** SOURCE RECORDS follows **

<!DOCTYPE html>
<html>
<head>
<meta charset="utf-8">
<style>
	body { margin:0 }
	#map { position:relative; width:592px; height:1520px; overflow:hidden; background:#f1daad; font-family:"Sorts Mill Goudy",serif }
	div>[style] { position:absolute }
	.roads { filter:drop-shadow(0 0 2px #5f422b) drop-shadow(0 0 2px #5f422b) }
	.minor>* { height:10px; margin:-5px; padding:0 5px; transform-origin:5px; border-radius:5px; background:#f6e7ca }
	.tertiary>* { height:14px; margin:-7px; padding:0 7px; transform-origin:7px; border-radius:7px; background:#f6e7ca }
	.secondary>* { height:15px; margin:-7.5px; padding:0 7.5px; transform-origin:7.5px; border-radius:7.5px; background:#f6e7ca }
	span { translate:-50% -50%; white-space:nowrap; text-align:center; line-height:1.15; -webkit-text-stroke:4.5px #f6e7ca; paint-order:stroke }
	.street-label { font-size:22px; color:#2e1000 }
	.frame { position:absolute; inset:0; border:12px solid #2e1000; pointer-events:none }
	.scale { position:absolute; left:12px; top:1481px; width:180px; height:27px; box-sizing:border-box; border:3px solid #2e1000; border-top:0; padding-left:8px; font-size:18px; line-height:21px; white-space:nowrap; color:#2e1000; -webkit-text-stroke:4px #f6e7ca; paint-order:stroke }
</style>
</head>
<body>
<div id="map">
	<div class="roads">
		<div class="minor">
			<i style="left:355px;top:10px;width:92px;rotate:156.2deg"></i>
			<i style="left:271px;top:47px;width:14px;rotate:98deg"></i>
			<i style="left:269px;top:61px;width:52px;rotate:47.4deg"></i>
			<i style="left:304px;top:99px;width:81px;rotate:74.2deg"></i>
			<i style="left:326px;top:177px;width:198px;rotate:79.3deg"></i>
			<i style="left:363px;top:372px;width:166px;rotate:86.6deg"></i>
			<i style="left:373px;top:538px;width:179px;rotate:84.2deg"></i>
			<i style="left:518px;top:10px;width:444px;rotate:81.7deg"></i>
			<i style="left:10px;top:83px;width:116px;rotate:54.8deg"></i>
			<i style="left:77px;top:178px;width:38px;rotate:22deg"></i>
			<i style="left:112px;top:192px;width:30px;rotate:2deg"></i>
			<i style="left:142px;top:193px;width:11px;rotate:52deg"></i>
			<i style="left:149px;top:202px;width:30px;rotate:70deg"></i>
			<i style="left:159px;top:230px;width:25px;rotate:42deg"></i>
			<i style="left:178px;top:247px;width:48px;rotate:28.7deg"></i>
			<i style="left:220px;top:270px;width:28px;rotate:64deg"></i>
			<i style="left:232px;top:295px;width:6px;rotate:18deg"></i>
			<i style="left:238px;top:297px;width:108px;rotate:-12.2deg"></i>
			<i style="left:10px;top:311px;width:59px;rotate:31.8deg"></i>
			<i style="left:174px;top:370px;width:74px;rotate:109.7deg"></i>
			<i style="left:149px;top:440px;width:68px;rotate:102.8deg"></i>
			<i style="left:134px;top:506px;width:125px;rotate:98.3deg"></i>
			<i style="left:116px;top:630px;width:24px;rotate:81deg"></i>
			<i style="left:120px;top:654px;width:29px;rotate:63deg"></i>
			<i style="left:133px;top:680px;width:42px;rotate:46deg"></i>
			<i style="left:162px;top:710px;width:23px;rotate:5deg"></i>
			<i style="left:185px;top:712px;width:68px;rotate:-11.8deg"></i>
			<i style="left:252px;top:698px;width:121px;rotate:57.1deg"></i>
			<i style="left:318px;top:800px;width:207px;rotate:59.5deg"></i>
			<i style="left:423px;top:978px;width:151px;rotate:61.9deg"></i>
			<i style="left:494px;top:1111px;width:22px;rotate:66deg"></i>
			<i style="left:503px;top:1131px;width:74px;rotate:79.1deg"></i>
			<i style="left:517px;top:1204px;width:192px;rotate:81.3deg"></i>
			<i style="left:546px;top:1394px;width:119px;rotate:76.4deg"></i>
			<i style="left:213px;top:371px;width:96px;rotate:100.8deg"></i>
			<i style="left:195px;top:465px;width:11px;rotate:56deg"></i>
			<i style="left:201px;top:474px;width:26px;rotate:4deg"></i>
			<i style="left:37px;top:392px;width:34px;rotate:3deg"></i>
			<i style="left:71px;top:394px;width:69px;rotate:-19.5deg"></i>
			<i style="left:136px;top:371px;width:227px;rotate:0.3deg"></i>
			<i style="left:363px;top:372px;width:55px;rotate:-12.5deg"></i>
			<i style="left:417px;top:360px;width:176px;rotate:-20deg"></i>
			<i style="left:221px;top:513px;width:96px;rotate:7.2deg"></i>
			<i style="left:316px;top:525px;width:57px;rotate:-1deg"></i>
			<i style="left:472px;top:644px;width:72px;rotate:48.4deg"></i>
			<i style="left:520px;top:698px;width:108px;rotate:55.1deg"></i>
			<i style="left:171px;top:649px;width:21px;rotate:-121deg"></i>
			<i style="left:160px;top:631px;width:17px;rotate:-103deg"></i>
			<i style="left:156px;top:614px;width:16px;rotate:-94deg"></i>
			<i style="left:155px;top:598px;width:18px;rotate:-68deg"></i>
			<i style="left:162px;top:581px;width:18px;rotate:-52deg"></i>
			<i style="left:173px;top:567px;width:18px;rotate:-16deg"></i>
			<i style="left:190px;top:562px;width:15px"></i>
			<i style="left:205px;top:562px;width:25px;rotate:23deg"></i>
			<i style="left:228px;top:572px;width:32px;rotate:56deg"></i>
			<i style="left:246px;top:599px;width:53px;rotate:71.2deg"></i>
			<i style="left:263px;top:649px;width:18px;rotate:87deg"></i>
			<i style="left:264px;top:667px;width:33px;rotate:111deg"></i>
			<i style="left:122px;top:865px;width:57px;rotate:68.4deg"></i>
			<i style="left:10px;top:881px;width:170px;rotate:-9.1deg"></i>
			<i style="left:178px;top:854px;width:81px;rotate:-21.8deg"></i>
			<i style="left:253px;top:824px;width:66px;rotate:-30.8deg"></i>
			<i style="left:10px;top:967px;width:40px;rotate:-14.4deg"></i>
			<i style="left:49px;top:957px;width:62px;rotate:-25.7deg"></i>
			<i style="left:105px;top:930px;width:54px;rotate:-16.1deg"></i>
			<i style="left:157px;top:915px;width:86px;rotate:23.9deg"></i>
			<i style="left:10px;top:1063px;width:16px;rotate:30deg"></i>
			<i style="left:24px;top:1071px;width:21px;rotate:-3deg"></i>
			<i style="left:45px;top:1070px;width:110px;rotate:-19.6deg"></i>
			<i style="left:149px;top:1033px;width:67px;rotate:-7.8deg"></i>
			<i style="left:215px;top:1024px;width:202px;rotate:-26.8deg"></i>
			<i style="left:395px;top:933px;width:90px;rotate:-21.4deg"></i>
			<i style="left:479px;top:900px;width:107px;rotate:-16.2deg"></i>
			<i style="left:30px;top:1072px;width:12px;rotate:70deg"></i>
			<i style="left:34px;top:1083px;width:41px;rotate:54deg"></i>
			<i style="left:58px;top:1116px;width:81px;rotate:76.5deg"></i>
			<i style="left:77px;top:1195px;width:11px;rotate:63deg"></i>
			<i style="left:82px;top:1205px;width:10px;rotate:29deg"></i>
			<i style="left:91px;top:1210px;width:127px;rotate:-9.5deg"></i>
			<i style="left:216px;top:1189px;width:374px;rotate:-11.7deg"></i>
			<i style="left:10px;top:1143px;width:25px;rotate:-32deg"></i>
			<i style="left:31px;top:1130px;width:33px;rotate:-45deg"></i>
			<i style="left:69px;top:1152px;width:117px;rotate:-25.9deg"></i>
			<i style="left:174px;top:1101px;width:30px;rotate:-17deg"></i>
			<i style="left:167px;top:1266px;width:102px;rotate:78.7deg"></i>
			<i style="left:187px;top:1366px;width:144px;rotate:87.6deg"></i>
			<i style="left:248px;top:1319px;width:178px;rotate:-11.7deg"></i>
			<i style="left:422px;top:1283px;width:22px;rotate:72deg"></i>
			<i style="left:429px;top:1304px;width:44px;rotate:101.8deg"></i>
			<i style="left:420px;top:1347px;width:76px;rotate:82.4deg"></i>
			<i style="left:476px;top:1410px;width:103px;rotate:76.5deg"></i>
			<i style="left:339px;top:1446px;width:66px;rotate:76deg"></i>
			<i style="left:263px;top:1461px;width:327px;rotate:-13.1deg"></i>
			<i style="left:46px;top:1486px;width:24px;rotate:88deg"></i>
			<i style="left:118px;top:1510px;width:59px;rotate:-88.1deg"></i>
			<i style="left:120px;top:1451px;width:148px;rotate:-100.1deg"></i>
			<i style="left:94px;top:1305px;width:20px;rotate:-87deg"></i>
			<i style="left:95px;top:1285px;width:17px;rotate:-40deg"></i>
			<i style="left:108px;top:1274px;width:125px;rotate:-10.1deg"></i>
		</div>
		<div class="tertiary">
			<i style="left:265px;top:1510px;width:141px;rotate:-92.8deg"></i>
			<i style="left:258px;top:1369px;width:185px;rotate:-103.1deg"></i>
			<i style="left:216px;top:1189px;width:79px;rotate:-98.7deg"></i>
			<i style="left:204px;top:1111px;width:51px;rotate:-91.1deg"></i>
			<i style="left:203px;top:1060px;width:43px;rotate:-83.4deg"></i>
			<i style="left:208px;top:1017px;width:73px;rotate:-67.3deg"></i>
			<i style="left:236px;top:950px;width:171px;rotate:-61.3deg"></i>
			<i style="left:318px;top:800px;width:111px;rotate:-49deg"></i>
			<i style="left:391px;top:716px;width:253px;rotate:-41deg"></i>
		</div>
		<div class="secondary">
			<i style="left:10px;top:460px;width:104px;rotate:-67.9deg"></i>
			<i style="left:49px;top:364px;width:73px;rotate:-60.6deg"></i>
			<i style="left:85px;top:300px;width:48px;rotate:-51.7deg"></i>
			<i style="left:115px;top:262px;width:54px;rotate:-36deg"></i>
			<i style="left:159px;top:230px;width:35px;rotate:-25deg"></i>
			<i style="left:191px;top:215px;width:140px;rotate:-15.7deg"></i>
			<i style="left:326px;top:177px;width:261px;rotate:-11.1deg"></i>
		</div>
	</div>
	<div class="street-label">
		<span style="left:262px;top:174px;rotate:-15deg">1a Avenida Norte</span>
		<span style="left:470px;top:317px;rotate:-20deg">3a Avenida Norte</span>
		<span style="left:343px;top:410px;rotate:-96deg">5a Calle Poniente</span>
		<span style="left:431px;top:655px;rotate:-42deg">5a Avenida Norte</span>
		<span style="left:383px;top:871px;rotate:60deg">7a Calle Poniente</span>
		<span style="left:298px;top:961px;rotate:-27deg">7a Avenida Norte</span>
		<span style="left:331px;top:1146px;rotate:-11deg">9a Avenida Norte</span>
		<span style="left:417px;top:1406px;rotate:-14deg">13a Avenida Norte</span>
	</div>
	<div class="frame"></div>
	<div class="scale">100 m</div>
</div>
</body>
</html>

** End of SOURCE RECORDS **

-- PROBLEM STATEMENT --
Begin with the first line of the records and finish with the line containing "translate:-50% -50%; white-space:nowrap;". Reproduce those lines exactly, both ends included, and nothing else.

-- ANSWER SPACE --
<!DOCTYPE html>
<html>
<head>
<meta charset="utf-8">
<style>
	body { margin:0 }
	#map { position:relative; width:592px; height:1520px; overflow:hidden; background:#f1daad; font-family:"Sorts Mill Goudy",serif }
	div>[style] { position:absolute }
	.roads { filter:drop-shadow(0 0 2px #5f422b) drop-shadow(0 0 2px #5f422b) }
	.minor>* { height:10px; margin:-5px; padding:0 5px; transform-origin:5px; border-radius:5px; background:#f6e7ca }
	.tertiary>* { height:14px; margin:-7px; padding:0 7px; transform-origin:7px; border-radius:7px; background:#f6e7ca }
	.secondary>* { height:15px; margin:-7.5px; padding:0 7.5px; transform-origin:7.5px; border-radius:7.5px; background:#f6e7ca }
	span { translate:-50% -50%; white-space:nowrap; text-align:center; line-height:1.15; -webkit-text-stroke:4.5px #f6e7ca; paint-order:stroke }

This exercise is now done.